Terence spoke very quickly. I was not sure whether he was very excited or very angry. “There will always be problems between men and women and everyone suffers in some way. I conceal less about myself than other people do. I guess you never had your backside tanned by your mother when you were a kid, but does that mean you never have any hang-ups with women? I mean, where’s your wife…?”

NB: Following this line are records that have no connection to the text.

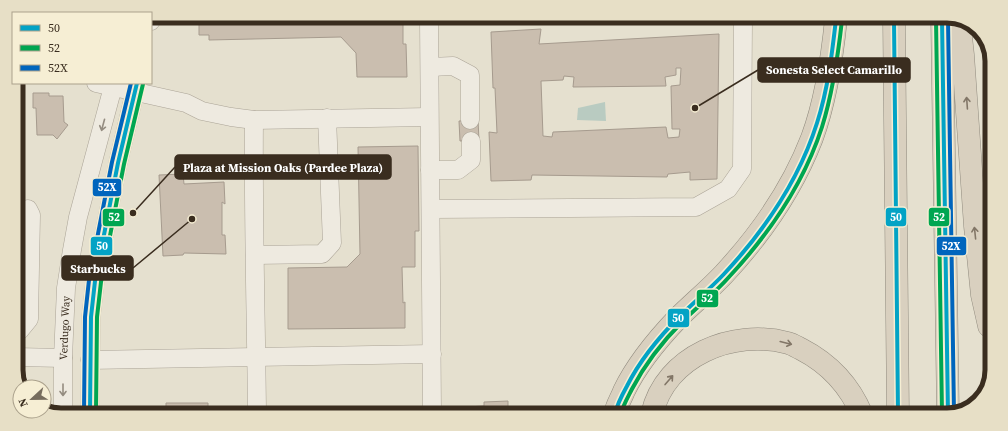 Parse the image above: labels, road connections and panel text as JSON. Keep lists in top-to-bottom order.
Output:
{
  "streets": {
    "street": ["Verdugo Way"]
  },
  "places": ["Sonesta Select Camarillo", "Plaza at Mission Oaks (Pardee Plaza)", "Starbucks"],
  "lines": ["transit line 50", "transit line 52", "transit line 52X"],
  "legend": ["50", "52", "52X"],
  "north": "left"
} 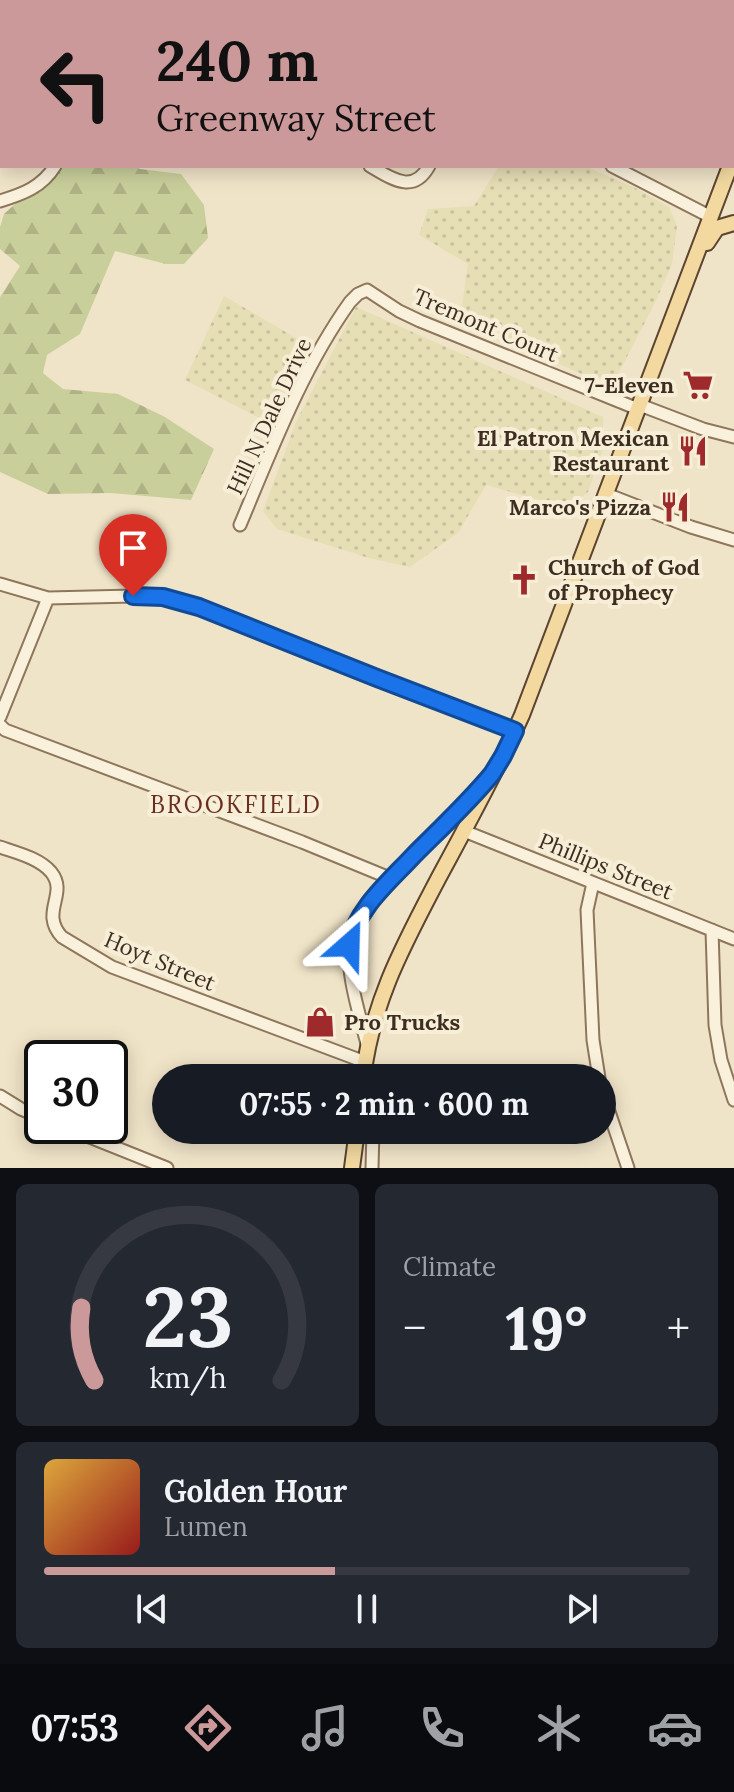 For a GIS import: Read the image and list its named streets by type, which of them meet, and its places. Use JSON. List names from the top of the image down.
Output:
{
  "streets": {
    "street": [
      "Tremont Court",
      "Hill N Dale Drive",
      "Phillips Street",
      "Hoyt Street"
    ]
  },
  "crossings": [
    ["Tremont Court", "Hill N Dale Drive"]
  ],
  "districts": ["BROOKFIELD"],
  "places": {
    "supermarket": ["7-Eleven"],
    "restaurant": ["El Patron Mexican Restaurant", "Marco's Pizza"],
    "church": ["Church of God of Prophecy"],
    "shop": ["Pro Trucks"]
  },
  "page": {
    "turn": ["240 m", "Greenway Street"],
    "limit": "30",
    "trip": "07:55 · 2 min · 600 m",
    "tile": "Climate",
    "heat": ["−", "19°", "+"],
    "song": ["Golden Hour", "Lumen"],
    "tabs": "07:53",
    "gauge": ["23", "km/h"]
  }
} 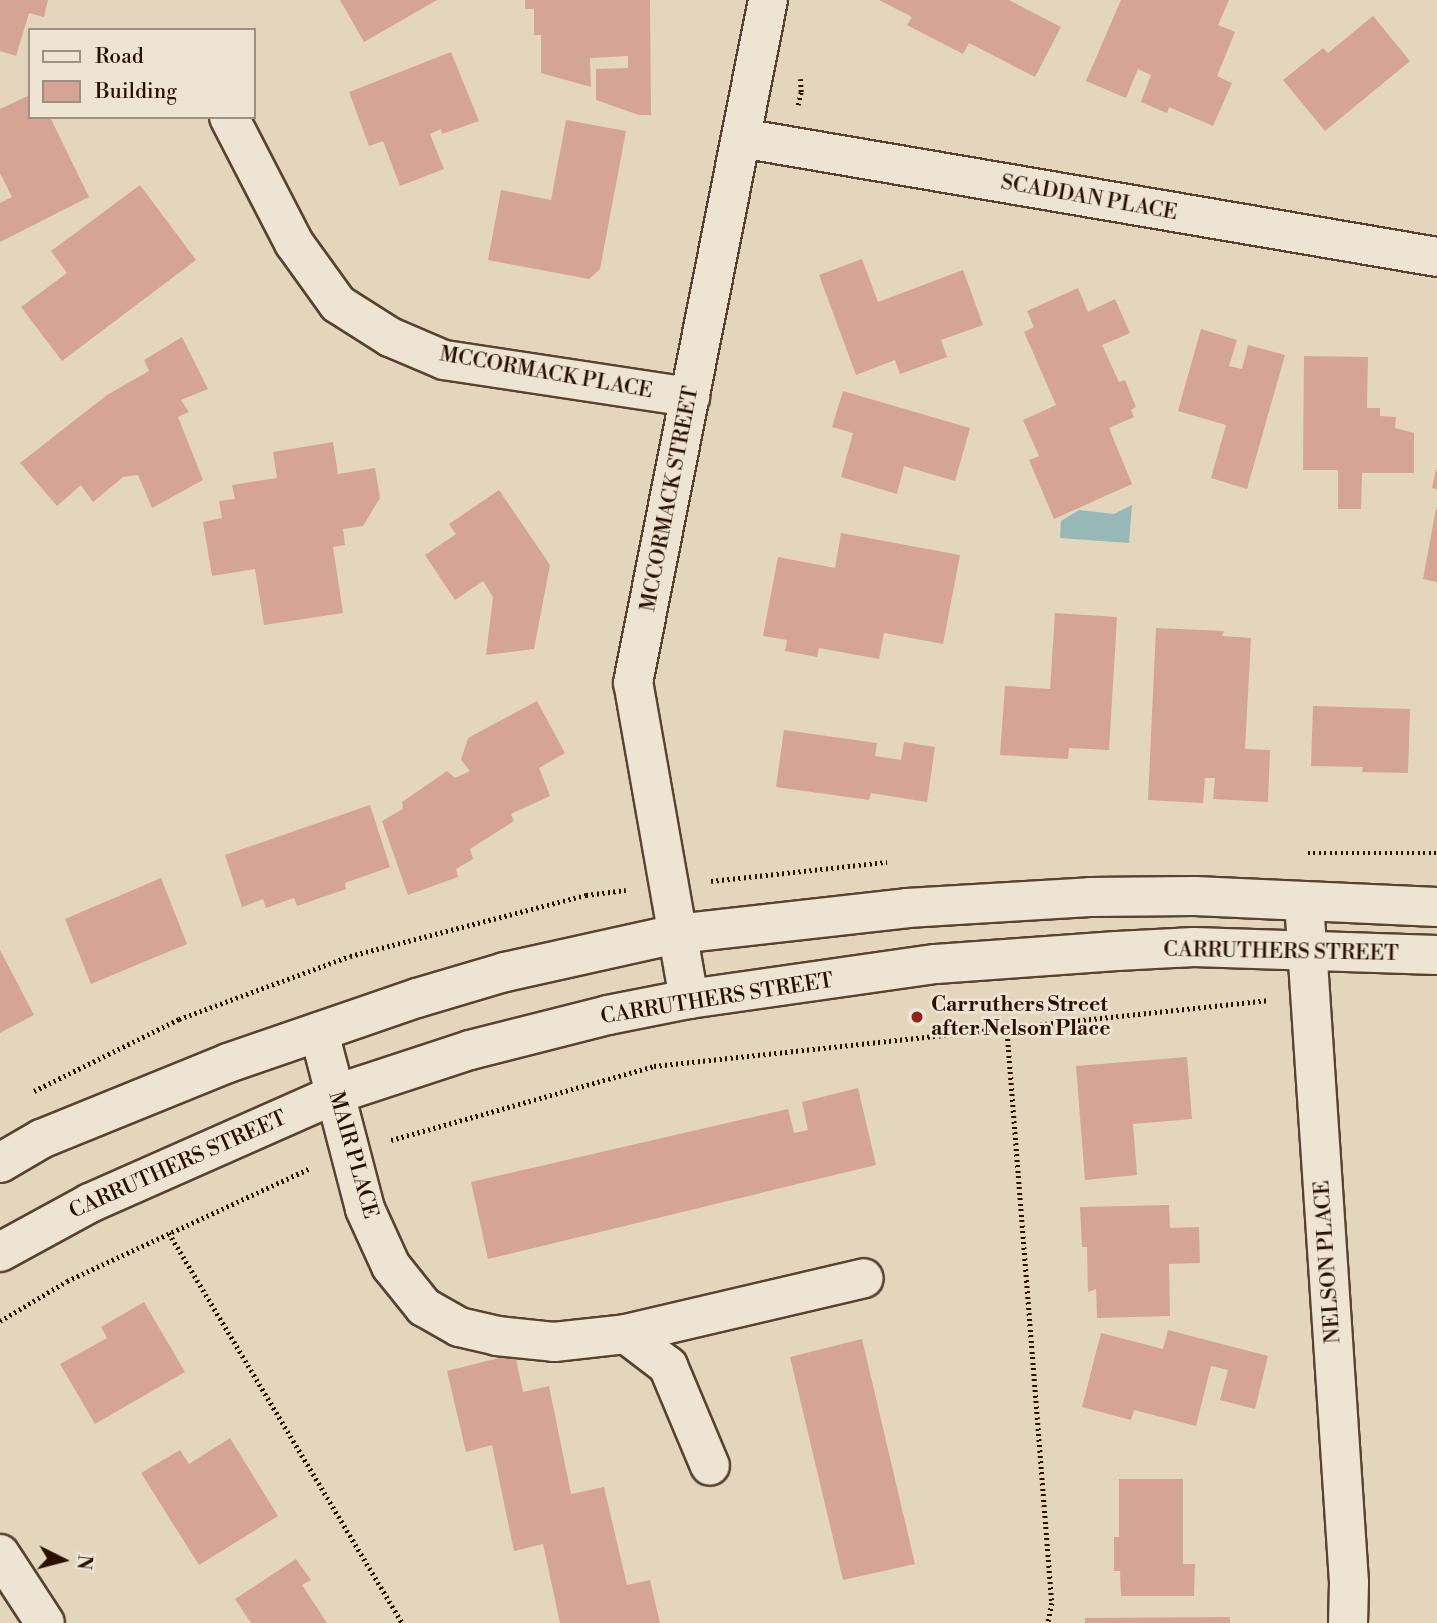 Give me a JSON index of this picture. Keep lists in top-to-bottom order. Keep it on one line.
{"streets":{"street":["SCADDAN PLACE","MCCORMACK PLACE","MCCORMACK STREET","CARRUTHERS STREET","MAIR PLACE","NELSON PLACE"]},"crossings":[["SCADDAN PLACE","MCCORMACK STREET"],["MCCORMACK PLACE","MCCORMACK STREET"],["MCCORMACK STREET","CARRUTHERS STREET"],["CARRUTHERS STREET","MAIR PLACE"],["CARRUTHERS STREET","NELSON PLACE"]],"places":["Carruthers Street after Nelson Place"],"legend":["Road","Building"],"north":"right"} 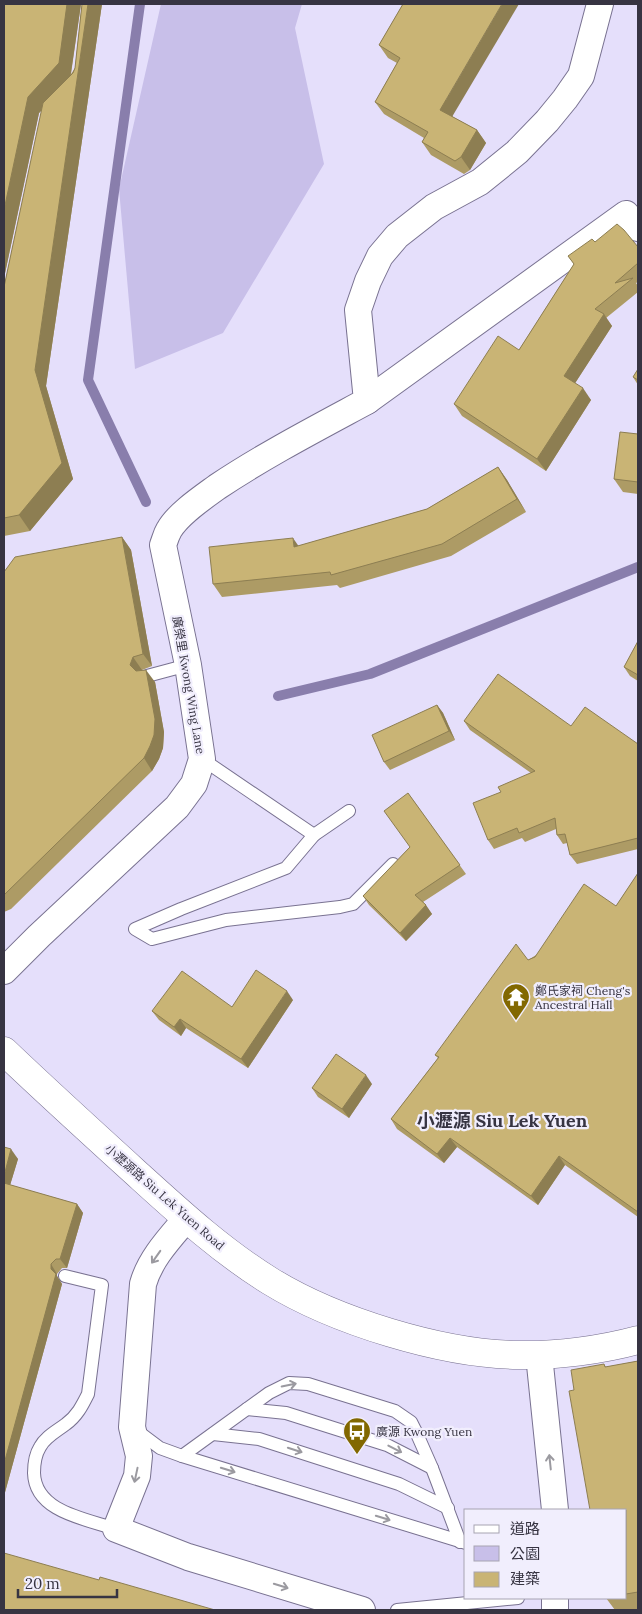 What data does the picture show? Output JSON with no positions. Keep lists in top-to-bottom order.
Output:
{
  "streets": {
    "street": ["廣榮里 Kwong Wing Lane", "小瀝源路 Siu Lek Yuen Road"]
  },
  "districts": ["小瀝源 Siu Lek Yuen"],
  "places": {
    "temple": ["鄭氏家祠 Cheng's Ancestral Hall"],
    "bus stop": ["廣源 Kwong Yuen"]
  },
  "legend": ["道路", "公園", "建築"],
  "scale_bar": "20 m"
} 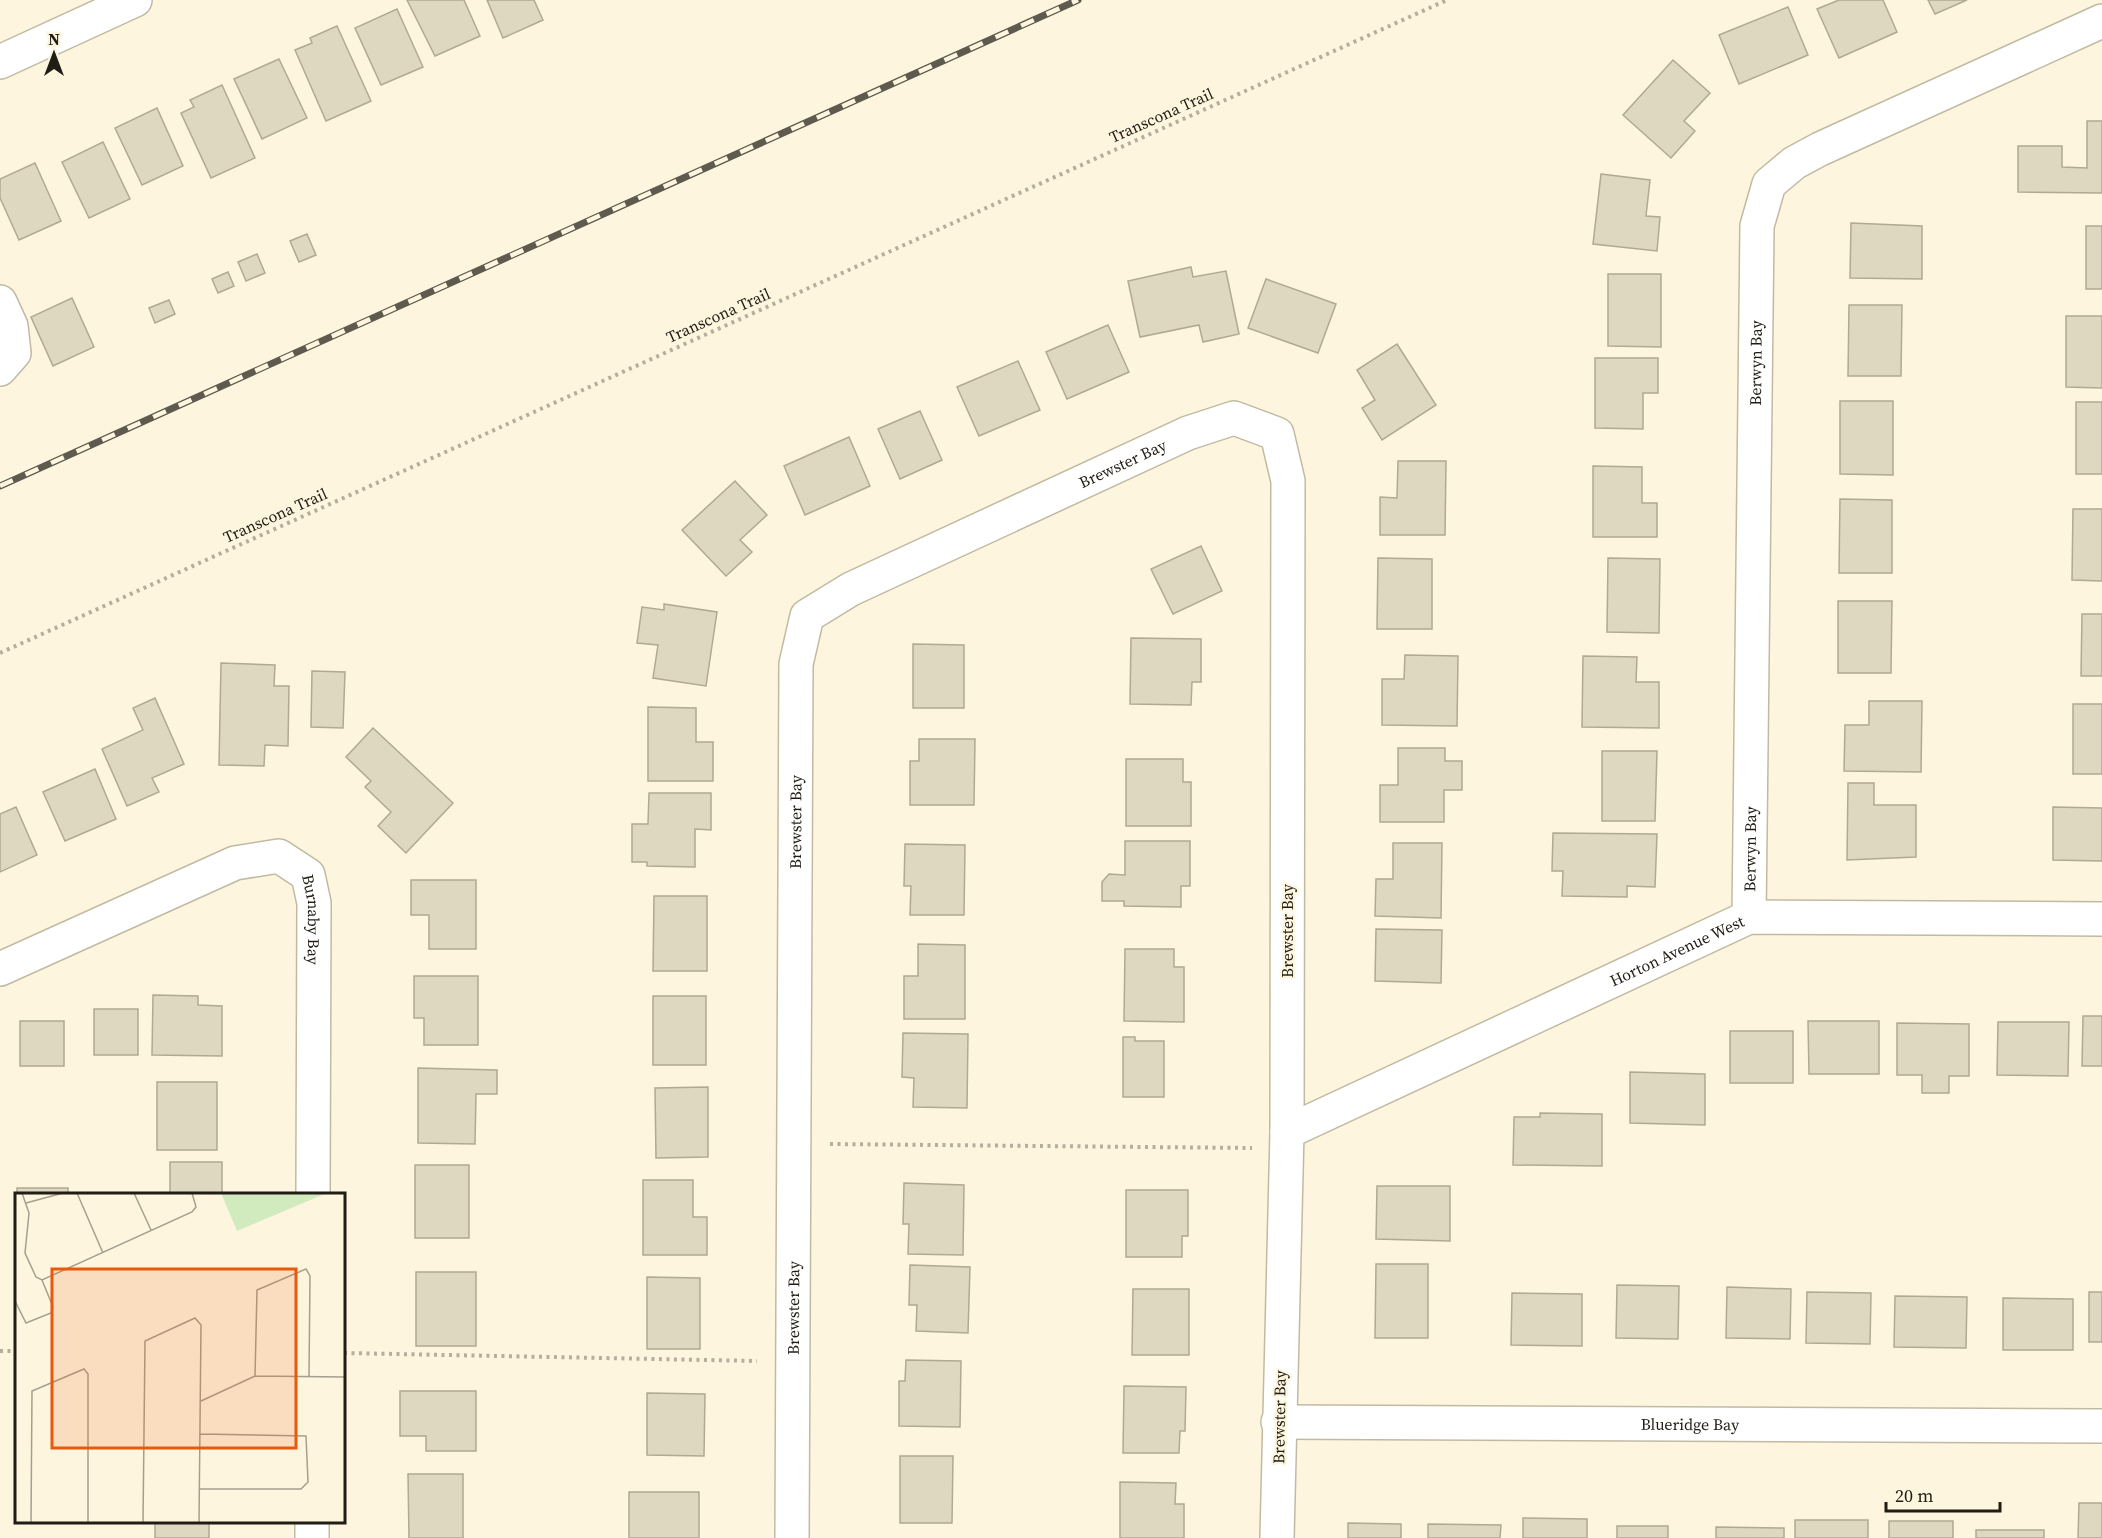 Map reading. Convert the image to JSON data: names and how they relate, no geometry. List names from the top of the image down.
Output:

Mary’s interruption had the precision of a surgeon’s knife.

“I was only ever hit once as a kid, by my father, and do you know why that was? I was twelve. We were all sitting around the table at suppertime, all the family, and I told everyone I was bleeding from between my legs. I put some blood on the end of my finger and held it up for them all to see. My father leaned across the table and slapped my face. He told me not to be dirty and sent me up to my room.”

George got up to fetch more ice for our glasses and muttered “Simply grotesque” as he went. Terence stretched out on the floor, his eyes fixed on the ceiling like a dead man’s. From the bedroom came the sound of the boys singing, or rather chanting, for the song was all on one note. I said to Mary something to the effect that between people who had just met, such a conversation could not have taken place in England.

“Is that a good thing, do you think?” Mary asked.

Terence said, “The English tell each other nothing.”

I said, “Between telling nothing and telling everything there is very little to choose.”

“Did you hear the boys?” George said as he came back.

“We heard some kind of singing,” Mary told him. George was pouring more Scotch and spooning ice into the glasses.

“That wasn’t singing. That was praying. I’ve been teaching them the Lord’s Prayer.” On the floor Terence groaned and George looked around sharply.